Repeat the whole listing exactly, leaving nothing out.

Material supplied

────────────────

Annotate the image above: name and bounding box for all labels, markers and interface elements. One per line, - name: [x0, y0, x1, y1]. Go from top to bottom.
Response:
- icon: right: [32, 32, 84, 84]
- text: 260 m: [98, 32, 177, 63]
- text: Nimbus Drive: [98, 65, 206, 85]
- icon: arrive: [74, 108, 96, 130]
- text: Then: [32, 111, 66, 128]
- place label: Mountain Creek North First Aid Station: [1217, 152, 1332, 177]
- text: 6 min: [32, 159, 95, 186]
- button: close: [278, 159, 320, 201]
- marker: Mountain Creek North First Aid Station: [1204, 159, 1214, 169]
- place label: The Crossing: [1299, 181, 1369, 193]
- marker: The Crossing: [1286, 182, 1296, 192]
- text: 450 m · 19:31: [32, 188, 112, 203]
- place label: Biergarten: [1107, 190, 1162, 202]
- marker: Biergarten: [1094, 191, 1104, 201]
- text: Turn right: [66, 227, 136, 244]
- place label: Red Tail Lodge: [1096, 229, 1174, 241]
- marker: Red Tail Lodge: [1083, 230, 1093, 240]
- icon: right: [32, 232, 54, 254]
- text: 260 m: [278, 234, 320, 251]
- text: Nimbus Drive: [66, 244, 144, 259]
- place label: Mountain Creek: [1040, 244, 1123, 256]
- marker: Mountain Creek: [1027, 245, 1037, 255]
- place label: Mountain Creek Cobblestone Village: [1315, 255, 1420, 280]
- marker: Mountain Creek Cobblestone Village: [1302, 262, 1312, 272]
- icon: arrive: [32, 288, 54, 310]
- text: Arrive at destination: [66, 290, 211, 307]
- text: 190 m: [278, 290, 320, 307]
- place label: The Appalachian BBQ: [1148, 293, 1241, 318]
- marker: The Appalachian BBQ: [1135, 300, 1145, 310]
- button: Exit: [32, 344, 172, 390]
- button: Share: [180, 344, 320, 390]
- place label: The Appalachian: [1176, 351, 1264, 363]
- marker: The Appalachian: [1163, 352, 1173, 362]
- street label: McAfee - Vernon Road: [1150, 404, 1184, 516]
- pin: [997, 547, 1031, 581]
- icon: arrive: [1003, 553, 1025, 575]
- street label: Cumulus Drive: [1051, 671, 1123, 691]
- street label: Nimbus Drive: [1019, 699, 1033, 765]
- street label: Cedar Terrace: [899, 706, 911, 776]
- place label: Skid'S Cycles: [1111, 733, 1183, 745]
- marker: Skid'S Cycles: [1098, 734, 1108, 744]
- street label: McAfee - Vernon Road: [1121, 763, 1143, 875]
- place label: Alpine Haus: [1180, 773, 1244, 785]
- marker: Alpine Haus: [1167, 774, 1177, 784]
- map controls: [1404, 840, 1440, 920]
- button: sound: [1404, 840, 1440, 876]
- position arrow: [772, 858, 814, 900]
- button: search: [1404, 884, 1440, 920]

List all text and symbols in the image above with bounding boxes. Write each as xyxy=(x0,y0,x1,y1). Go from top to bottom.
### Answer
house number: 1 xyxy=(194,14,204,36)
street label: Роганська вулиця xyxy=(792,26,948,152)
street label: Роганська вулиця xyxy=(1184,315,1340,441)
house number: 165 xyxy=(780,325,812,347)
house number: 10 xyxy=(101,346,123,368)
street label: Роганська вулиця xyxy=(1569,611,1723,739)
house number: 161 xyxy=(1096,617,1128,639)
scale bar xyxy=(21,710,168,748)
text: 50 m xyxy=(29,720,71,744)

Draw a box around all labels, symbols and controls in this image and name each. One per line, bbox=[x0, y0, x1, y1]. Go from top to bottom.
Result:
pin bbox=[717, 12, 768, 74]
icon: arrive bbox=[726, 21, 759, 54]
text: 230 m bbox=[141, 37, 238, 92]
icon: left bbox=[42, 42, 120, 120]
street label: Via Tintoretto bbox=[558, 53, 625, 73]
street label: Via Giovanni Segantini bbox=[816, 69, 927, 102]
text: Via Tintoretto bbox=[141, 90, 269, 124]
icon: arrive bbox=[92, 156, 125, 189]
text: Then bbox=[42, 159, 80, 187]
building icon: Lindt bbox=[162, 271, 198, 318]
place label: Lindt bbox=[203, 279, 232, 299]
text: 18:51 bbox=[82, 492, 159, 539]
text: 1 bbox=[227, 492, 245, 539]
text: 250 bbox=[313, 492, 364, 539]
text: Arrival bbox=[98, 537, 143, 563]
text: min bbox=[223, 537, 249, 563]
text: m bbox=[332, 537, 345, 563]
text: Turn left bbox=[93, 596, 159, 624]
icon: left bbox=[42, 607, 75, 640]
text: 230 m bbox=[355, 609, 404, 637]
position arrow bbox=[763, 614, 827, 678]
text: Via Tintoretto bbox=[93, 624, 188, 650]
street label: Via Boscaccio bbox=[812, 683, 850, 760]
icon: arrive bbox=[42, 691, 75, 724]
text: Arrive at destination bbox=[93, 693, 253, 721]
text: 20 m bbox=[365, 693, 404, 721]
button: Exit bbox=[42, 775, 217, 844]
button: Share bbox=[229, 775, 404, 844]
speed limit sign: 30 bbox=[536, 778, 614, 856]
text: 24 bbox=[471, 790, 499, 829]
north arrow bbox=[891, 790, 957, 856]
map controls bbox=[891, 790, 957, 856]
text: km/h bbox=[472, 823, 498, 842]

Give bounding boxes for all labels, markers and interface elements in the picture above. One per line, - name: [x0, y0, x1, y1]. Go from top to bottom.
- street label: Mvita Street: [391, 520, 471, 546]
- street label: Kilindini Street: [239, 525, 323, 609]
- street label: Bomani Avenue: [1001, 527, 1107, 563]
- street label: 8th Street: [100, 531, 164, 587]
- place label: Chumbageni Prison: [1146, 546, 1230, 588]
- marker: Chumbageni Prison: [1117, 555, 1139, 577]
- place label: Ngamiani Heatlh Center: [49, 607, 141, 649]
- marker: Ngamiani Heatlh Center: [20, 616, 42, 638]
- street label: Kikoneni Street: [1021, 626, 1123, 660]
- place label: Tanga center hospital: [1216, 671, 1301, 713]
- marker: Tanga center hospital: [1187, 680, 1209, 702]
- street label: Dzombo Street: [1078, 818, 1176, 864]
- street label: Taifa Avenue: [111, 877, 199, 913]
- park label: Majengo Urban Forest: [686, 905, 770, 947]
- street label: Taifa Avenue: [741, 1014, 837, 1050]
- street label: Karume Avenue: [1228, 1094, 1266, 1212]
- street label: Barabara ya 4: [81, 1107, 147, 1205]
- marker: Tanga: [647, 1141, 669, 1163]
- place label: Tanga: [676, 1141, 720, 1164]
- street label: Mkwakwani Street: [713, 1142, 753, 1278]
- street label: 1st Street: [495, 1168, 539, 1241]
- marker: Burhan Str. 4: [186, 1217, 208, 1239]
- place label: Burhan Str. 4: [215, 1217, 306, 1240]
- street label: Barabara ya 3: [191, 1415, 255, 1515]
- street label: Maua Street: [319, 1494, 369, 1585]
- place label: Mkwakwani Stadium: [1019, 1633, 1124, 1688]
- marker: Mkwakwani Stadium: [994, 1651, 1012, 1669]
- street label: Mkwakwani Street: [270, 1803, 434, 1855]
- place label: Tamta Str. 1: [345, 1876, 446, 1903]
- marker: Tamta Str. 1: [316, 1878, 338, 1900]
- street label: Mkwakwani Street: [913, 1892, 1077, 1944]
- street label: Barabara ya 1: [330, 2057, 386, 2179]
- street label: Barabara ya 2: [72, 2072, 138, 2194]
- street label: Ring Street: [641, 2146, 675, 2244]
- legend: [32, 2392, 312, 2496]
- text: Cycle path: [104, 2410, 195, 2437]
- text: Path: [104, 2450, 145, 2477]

────────────────

Result of the exercise
Annotate the image above: name and bounding box for all labels, markers and interface elements. One per line, - name: [x0, y0, x1, y1]. Go from top to bottom.
Response:
- icon: right: [32, 32, 84, 84]
- text: 260 m: [98, 32, 177, 63]
- text: Nimbus Drive: [98, 65, 206, 85]
- icon: arrive: [74, 108, 96, 130]
- text: Then: [32, 111, 66, 128]
- place label: Mountain Creek North First Aid Station: [1217, 152, 1332, 177]
- text: 6 min: [32, 159, 95, 186]
- button: close: [278, 159, 320, 201]
- marker: Mountain Creek North First Aid Station: [1204, 159, 1214, 169]
- place label: The Crossing: [1299, 181, 1369, 193]
- marker: The Crossing: [1286, 182, 1296, 192]
- text: 450 m · 19:31: [32, 188, 112, 203]
- place label: Biergarten: [1107, 190, 1162, 202]
- marker: Biergarten: [1094, 191, 1104, 201]
- text: Turn right: [66, 227, 136, 244]
- place label: Red Tail Lodge: [1096, 229, 1174, 241]
- marker: Red Tail Lodge: [1083, 230, 1093, 240]
- icon: right: [32, 232, 54, 254]
- text: 260 m: [278, 234, 320, 251]
- text: Nimbus Drive: [66, 244, 144, 259]
- place label: Mountain Creek: [1040, 244, 1123, 256]
- marker: Mountain Creek: [1027, 245, 1037, 255]
- place label: Mountain Creek Cobblestone Village: [1315, 255, 1420, 280]
- marker: Mountain Creek Cobblestone Village: [1302, 262, 1312, 272]
- icon: arrive: [32, 288, 54, 310]
- text: Arrive at destination: [66, 290, 211, 307]
- text: 190 m: [278, 290, 320, 307]
- place label: The Appalachian BBQ: [1148, 293, 1241, 318]
- marker: The Appalachian BBQ: [1135, 300, 1145, 310]
- button: Exit: [32, 344, 172, 390]
- button: Share: [180, 344, 320, 390]
- place label: The Appalachian: [1176, 351, 1264, 363]
- marker: The Appalachian: [1163, 352, 1173, 362]
- street label: McAfee - Vernon Road: [1150, 404, 1184, 516]
- pin: [997, 547, 1031, 581]
- icon: arrive: [1003, 553, 1025, 575]
- street label: Cumulus Drive: [1051, 671, 1123, 691]
- street label: Nimbus Drive: [1019, 699, 1033, 765]
- street label: Cedar Terrace: [899, 706, 911, 776]
- place label: Skid'S Cycles: [1111, 733, 1183, 745]
- marker: Skid'S Cycles: [1098, 734, 1108, 744]
- street label: McAfee - Vernon Road: [1121, 763, 1143, 875]
- place label: Alpine Haus: [1180, 773, 1244, 785]
- marker: Alpine Haus: [1167, 774, 1177, 784]
- map controls: [1404, 840, 1440, 920]
- button: sound: [1404, 840, 1440, 876]
- position arrow: [772, 858, 814, 900]
- button: search: [1404, 884, 1440, 920]

List all text and symbols in the image above with bounding boxes. Write each as xyxy=(x0,y0,x1,y1). Go from top to bottom.
### Answer
house number: 1 xyxy=(194,14,204,36)
street label: Роганська вулиця xyxy=(792,26,948,152)
street label: Роганська вулиця xyxy=(1184,315,1340,441)
house number: 165 xyxy=(780,325,812,347)
house number: 10 xyxy=(101,346,123,368)
street label: Роганська вулиця xyxy=(1569,611,1723,739)
house number: 161 xyxy=(1096,617,1128,639)
scale bar xyxy=(21,710,168,748)
text: 50 m xyxy=(29,720,71,744)

Draw a box around all labels, symbols and controls in this image and name each. One per line, bbox=[x0, y0, x1, y1]. Go from top to bottom.
Result:
pin bbox=[717, 12, 768, 74]
icon: arrive bbox=[726, 21, 759, 54]
text: 230 m bbox=[141, 37, 238, 92]
icon: left bbox=[42, 42, 120, 120]
street label: Via Tintoretto bbox=[558, 53, 625, 73]
street label: Via Giovanni Segantini bbox=[816, 69, 927, 102]
text: Via Tintoretto bbox=[141, 90, 269, 124]
icon: arrive bbox=[92, 156, 125, 189]
text: Then bbox=[42, 159, 80, 187]
building icon: Lindt bbox=[162, 271, 198, 318]
place label: Lindt bbox=[203, 279, 232, 299]
text: 18:51 bbox=[82, 492, 159, 539]
text: 1 bbox=[227, 492, 245, 539]
text: 250 bbox=[313, 492, 364, 539]
text: Arrival bbox=[98, 537, 143, 563]
text: min bbox=[223, 537, 249, 563]
text: m bbox=[332, 537, 345, 563]
text: Turn left bbox=[93, 596, 159, 624]
icon: left bbox=[42, 607, 75, 640]
text: 230 m bbox=[355, 609, 404, 637]
position arrow bbox=[763, 614, 827, 678]
text: Via Tintoretto bbox=[93, 624, 188, 650]
street label: Via Boscaccio bbox=[812, 683, 850, 760]
icon: arrive bbox=[42, 691, 75, 724]
text: Arrive at destination bbox=[93, 693, 253, 721]
text: 20 m bbox=[365, 693, 404, 721]
button: Exit bbox=[42, 775, 217, 844]
button: Share bbox=[229, 775, 404, 844]
speed limit sign: 30 bbox=[536, 778, 614, 856]
text: 24 bbox=[471, 790, 499, 829]
north arrow bbox=[891, 790, 957, 856]
map controls bbox=[891, 790, 957, 856]
text: km/h bbox=[472, 823, 498, 842]

Give bounding boxes for all labels, markers and interface elements in the picture above. One per line, - name: [x0, y0, x1, y1]. Go from top to bottom.
- street label: Mvita Street: [391, 520, 471, 546]
- street label: Kilindini Street: [239, 525, 323, 609]
- street label: Bomani Avenue: [1001, 527, 1107, 563]
- street label: 8th Street: [100, 531, 164, 587]
- place label: Chumbageni Prison: [1146, 546, 1230, 588]
- marker: Chumbageni Prison: [1117, 555, 1139, 577]
- place label: Ngamiani Heatlh Center: [49, 607, 141, 649]
- marker: Ngamiani Heatlh Center: [20, 616, 42, 638]
- street label: Kikoneni Street: [1021, 626, 1123, 660]
- place label: Tanga center hospital: [1216, 671, 1301, 713]
- marker: Tanga center hospital: [1187, 680, 1209, 702]
- street label: Dzombo Street: [1078, 818, 1176, 864]
- street label: Taifa Avenue: [111, 877, 199, 913]
- park label: Majengo Urban Forest: [686, 905, 770, 947]
- street label: Taifa Avenue: [741, 1014, 837, 1050]
- street label: Karume Avenue: [1228, 1094, 1266, 1212]
- street label: Barabara ya 4: [81, 1107, 147, 1205]
- marker: Tanga: [647, 1141, 669, 1163]
- place label: Tanga: [676, 1141, 720, 1164]
- street label: Mkwakwani Street: [713, 1142, 753, 1278]
- street label: 1st Street: [495, 1168, 539, 1241]
- marker: Burhan Str. 4: [186, 1217, 208, 1239]
- place label: Burhan Str. 4: [215, 1217, 306, 1240]
- street label: Barabara ya 3: [191, 1415, 255, 1515]
- street label: Maua Street: [319, 1494, 369, 1585]
- place label: Mkwakwani Stadium: [1019, 1633, 1124, 1688]
- marker: Mkwakwani Stadium: [994, 1651, 1012, 1669]
- street label: Mkwakwani Street: [270, 1803, 434, 1855]
- place label: Tamta Str. 1: [345, 1876, 446, 1903]
- marker: Tamta Str. 1: [316, 1878, 338, 1900]
- street label: Mkwakwani Street: [913, 1892, 1077, 1944]
- street label: Barabara ya 1: [330, 2057, 386, 2179]
- street label: Barabara ya 2: [72, 2072, 138, 2194]
- street label: Ring Street: [641, 2146, 675, 2244]
- legend: [32, 2392, 312, 2496]
- text: Cycle path: [104, 2410, 195, 2437]
- text: Path: [104, 2450, 145, 2477]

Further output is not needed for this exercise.